Unlike target date funds within 401(k)s, which consider only a client’s chosen retirement age when setting a glidepath, managed accounts can consider unlimited data points, Bruns says. There are about 60 “user-defined” data points that can be added in Morningstar’s system, including age, state of residence, salary, account balance, sponsor match, contribution rate, pensions, retirement age, spouse’s retirement balances, and more.
Ashish Shrestha, head of advisor defined contribution group at Dimensional Fund Advisors, says that though target date funds are an improvement to static model portfolios, managed accounts are “the next evolution.”
“Rather than taking just one data point, which is a person’s age, the managed accounts can now incorporate a series of different, additional inputs that reflect the individual circumstances of participants,” Shrestha says. “That is the key benefit: your advisors are able to bring much more of a financial planning type of experience within retirement accounts that many of them, with wealth management clients, have been able to deliver for their more affluent clients.”
Andrea Feirstein, managing director at AKF Consulting Group, agrees that managed accounts are the “continued evolution of best-thinking about retirement solutions.”
“When you think of it, with each advancement in setting default options, the industry has improved the potential outcomes for participants.
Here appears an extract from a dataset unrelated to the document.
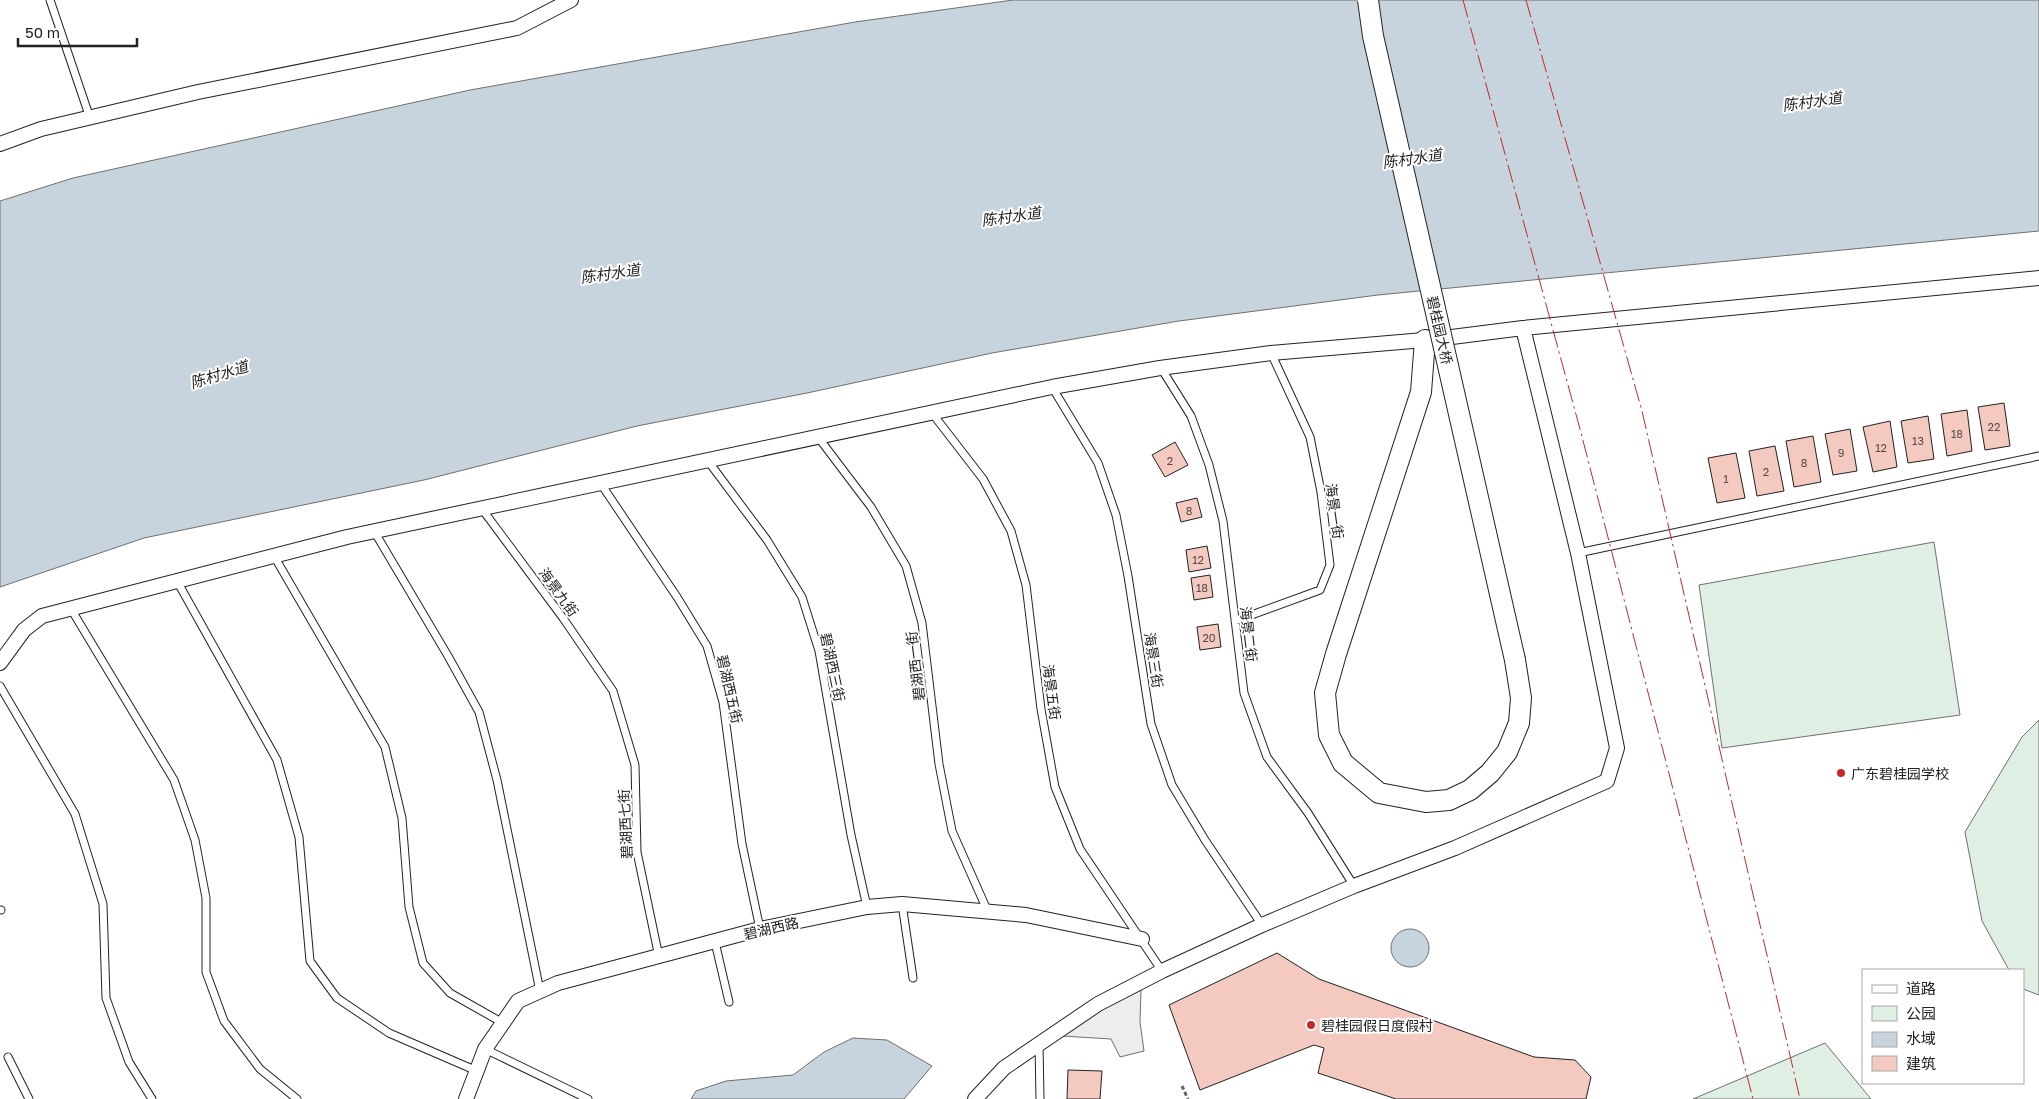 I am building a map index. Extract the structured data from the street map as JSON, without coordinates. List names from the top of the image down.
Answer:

Moving from risk-based to target date was a significant enhancement; taking this one step further to more customization for an individual similarly should enhance the outcome,” she said. “Generally I think the approach is very smart because it adds the tech advancements made by entities like Morningstar that incorporate a broader range of inputs to craft investment solutions.”
There’s been a move in the defined contribution space to offer more customizable platforms, “and it’s been building in the industry for years now,” Bruns says.
“If you go back to other aspects of your life, everything is personalized. There are like 50 different colors of iPhones you can choose… It’s kind of crazy that retirement accounts are largely still invested in a very generic manner,” Bruns says.
Bruns says the customizable managed accounts service can “inform the investment strategies delivered but also inform things like: How much do I need to save? When can I realistically expect to retire? When’s the right time to take Social Security benefits given my unique situation?”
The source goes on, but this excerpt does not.